# [What to do]
What lines of the material below include the string "halo"? Copy all of them.

# [Source information]
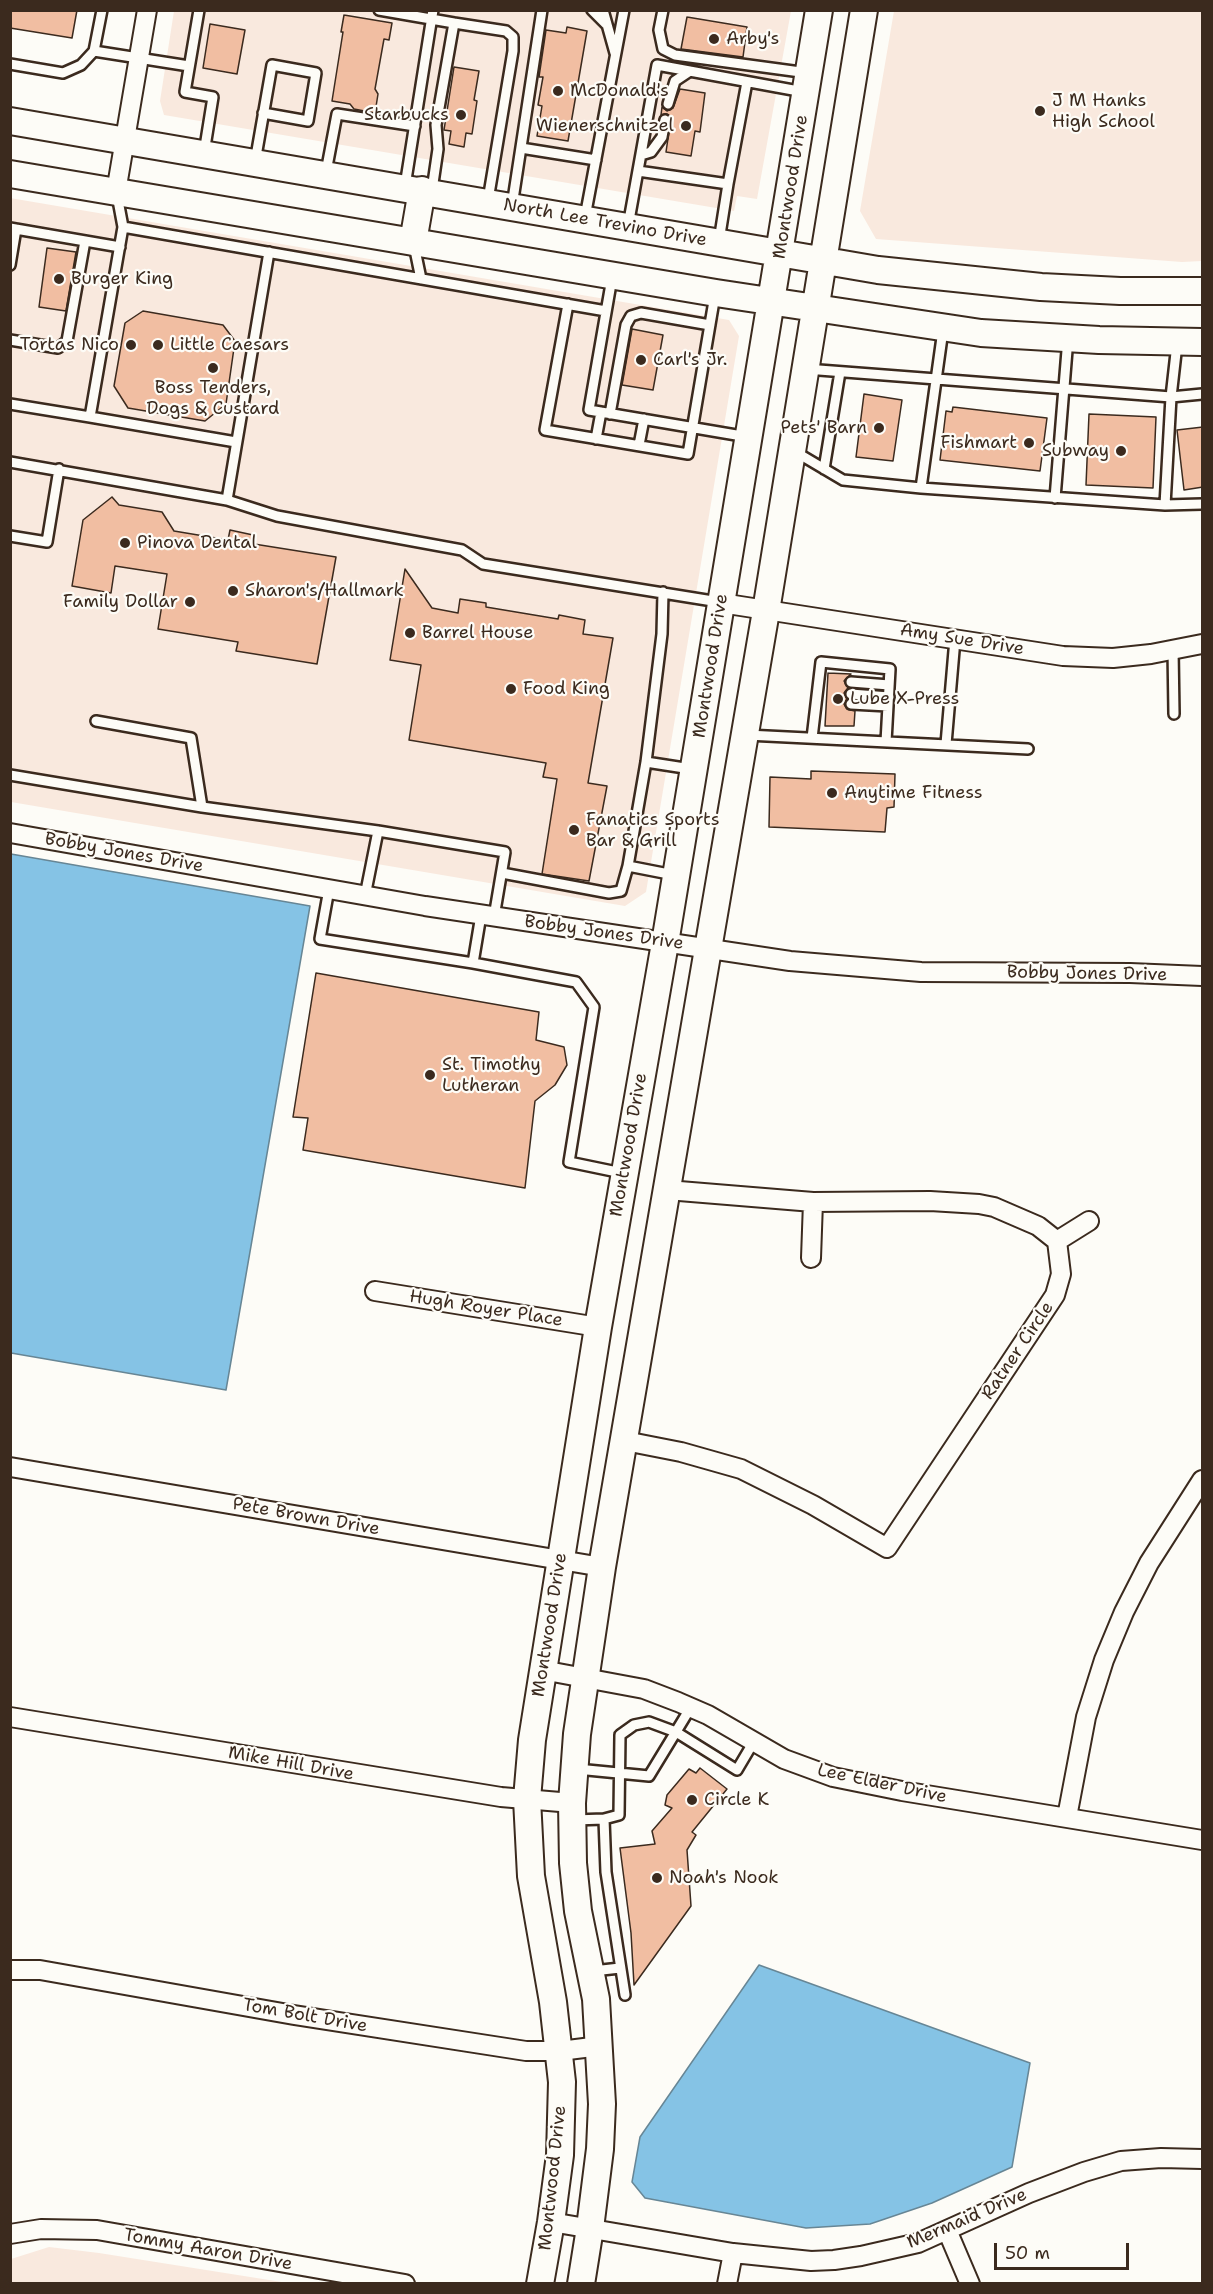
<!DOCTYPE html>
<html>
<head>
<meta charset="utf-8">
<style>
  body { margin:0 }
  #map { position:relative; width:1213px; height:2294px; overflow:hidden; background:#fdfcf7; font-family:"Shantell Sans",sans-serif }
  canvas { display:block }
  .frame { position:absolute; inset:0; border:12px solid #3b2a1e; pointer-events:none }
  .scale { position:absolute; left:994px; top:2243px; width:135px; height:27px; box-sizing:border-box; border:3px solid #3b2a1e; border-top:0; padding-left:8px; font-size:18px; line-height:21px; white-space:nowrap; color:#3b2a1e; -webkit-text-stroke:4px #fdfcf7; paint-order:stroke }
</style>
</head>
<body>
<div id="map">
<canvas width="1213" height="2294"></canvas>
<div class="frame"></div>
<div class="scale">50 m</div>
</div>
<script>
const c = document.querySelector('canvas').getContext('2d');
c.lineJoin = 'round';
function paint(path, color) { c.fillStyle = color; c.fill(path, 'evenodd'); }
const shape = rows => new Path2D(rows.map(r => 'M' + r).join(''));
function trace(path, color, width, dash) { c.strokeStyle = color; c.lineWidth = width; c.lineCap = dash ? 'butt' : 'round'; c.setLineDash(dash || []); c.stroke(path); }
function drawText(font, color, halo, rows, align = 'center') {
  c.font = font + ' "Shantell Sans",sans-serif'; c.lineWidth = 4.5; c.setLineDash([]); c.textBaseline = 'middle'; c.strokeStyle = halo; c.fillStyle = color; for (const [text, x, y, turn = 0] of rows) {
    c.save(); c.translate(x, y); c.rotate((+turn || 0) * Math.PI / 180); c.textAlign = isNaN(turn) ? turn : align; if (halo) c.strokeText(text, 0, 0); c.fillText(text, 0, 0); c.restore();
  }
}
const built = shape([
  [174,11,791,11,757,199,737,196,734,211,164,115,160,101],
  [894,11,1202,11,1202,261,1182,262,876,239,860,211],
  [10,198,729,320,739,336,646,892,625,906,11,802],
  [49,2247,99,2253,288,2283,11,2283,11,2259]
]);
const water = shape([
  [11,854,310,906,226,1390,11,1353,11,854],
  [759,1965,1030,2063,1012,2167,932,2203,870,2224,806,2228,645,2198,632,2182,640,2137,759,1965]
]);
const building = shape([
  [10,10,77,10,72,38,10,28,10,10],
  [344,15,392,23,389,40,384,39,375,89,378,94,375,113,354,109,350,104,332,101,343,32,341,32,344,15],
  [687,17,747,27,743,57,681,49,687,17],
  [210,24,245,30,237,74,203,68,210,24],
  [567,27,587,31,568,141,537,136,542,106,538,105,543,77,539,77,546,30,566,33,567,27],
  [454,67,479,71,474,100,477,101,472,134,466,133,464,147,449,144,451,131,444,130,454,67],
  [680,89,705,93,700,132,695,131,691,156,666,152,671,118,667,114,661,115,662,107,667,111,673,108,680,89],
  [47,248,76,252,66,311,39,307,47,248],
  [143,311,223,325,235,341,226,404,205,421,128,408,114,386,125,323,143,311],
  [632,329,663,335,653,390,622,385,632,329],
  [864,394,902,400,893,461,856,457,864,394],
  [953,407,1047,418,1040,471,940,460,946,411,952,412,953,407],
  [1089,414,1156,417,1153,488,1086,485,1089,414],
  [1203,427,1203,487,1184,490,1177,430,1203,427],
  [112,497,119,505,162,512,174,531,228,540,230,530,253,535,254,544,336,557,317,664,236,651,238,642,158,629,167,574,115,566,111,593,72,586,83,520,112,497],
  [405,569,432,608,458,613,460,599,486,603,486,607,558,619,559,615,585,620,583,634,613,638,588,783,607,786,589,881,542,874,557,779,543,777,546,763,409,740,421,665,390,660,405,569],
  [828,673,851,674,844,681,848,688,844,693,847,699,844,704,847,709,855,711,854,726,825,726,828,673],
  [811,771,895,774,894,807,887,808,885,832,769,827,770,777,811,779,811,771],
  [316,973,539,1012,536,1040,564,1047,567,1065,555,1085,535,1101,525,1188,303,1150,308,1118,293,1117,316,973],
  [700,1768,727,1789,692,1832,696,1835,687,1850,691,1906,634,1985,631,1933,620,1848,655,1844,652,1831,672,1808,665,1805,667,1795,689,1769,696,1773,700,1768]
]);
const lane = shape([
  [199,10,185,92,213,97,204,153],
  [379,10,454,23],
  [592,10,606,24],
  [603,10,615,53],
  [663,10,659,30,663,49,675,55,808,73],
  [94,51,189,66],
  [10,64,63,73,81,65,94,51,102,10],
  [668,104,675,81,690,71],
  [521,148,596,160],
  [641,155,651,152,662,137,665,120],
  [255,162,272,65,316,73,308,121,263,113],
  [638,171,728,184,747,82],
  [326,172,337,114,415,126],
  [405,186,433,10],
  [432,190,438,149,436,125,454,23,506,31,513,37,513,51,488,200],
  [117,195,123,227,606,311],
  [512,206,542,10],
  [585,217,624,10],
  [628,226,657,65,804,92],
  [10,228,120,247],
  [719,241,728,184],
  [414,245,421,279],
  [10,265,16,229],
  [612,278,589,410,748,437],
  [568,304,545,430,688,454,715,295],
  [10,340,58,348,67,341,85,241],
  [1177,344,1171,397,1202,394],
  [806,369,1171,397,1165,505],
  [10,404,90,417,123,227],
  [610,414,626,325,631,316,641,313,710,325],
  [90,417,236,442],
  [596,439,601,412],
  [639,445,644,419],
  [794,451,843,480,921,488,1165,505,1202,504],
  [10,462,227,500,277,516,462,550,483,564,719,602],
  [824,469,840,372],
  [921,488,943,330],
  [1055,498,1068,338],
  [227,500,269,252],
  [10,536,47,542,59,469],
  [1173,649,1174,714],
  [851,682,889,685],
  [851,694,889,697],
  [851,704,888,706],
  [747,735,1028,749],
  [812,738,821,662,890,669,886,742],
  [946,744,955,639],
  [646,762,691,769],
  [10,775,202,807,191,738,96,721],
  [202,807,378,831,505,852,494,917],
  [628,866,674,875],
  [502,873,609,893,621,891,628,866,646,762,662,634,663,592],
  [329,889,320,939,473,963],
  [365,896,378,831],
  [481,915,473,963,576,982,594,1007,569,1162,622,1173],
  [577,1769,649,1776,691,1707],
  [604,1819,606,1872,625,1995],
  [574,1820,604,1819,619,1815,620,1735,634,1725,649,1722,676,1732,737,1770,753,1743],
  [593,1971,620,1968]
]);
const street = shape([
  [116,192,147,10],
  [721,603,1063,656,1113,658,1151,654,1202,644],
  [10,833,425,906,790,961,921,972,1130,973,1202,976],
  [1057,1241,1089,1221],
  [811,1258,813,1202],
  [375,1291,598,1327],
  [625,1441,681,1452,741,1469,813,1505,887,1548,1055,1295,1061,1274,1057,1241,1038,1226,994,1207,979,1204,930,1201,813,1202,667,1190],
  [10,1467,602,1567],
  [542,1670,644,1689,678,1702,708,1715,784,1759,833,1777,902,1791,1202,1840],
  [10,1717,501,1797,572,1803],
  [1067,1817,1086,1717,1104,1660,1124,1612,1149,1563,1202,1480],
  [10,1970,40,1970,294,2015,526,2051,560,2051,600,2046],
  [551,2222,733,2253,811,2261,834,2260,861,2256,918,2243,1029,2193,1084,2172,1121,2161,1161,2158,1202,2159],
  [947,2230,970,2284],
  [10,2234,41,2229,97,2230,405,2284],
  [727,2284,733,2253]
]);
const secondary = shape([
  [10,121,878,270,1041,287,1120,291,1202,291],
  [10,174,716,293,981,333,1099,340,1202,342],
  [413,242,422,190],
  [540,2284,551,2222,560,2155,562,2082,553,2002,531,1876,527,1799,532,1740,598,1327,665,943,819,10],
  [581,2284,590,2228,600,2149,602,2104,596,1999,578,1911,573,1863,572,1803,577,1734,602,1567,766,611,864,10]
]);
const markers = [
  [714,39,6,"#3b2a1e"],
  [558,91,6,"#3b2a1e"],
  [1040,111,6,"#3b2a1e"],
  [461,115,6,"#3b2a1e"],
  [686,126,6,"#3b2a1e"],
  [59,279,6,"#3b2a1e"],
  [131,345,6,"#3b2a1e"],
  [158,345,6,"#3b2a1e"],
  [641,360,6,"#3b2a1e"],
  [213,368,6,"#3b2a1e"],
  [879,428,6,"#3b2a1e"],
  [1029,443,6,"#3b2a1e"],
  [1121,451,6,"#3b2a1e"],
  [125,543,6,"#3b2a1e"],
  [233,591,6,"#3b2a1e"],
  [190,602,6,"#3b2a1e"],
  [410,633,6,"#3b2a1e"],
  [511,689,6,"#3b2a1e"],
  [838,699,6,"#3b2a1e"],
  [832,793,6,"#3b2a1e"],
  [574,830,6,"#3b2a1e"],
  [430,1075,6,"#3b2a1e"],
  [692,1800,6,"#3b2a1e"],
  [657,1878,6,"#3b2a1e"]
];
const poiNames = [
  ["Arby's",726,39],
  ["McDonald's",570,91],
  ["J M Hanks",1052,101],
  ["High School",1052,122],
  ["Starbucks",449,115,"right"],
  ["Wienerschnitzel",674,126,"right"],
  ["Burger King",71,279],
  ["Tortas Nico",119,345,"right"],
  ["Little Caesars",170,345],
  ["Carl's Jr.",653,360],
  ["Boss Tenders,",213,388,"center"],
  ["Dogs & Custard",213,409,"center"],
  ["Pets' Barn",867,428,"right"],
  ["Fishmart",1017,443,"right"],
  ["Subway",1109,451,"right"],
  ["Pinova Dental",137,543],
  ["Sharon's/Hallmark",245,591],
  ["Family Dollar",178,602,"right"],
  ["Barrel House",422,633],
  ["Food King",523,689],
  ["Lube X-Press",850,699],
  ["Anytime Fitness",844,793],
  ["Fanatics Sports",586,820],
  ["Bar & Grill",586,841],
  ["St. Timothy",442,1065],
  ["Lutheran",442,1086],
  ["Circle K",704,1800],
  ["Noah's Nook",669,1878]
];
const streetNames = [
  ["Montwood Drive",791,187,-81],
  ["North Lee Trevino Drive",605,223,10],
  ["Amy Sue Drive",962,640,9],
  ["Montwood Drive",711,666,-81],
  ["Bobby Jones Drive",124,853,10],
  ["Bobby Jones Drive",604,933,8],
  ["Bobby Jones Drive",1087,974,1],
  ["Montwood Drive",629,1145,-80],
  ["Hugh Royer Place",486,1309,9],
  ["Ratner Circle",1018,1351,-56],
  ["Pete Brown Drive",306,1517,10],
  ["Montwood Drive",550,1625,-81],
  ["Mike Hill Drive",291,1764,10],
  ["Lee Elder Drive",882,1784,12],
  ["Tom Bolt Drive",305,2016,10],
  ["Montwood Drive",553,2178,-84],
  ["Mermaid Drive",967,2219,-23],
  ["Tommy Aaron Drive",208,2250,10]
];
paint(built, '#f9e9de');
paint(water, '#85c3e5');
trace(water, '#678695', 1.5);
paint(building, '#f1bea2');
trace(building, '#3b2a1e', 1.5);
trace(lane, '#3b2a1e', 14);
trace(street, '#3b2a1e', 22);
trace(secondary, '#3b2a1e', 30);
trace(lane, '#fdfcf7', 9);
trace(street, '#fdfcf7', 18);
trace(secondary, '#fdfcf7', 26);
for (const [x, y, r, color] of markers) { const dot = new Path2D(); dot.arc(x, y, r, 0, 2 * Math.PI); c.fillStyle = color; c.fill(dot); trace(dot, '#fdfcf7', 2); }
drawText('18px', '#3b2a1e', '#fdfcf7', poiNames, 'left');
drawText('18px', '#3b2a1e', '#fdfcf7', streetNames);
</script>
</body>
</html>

# [Result for this task]
function drawText(font, color, halo, rows, align = 'center') {
  c.font = font + ' "Shantell Sans",sans-serif'; c.lineWidth = 4.5; c.setLineDash([]); c.textBaseline = 'middle'; c.strokeStyle = halo; c.fillStyle = color; for (const [text, x, y, turn = 0] of rows) {
    c.save(); c.translate(x, y); c.rotate((+turn || 0) * Math.PI / 180); c.textAlign = isNaN(turn) ? turn : align; if (halo) c.strokeText(text, 0, 0); c.fillText(text, 0, 0); c.restore();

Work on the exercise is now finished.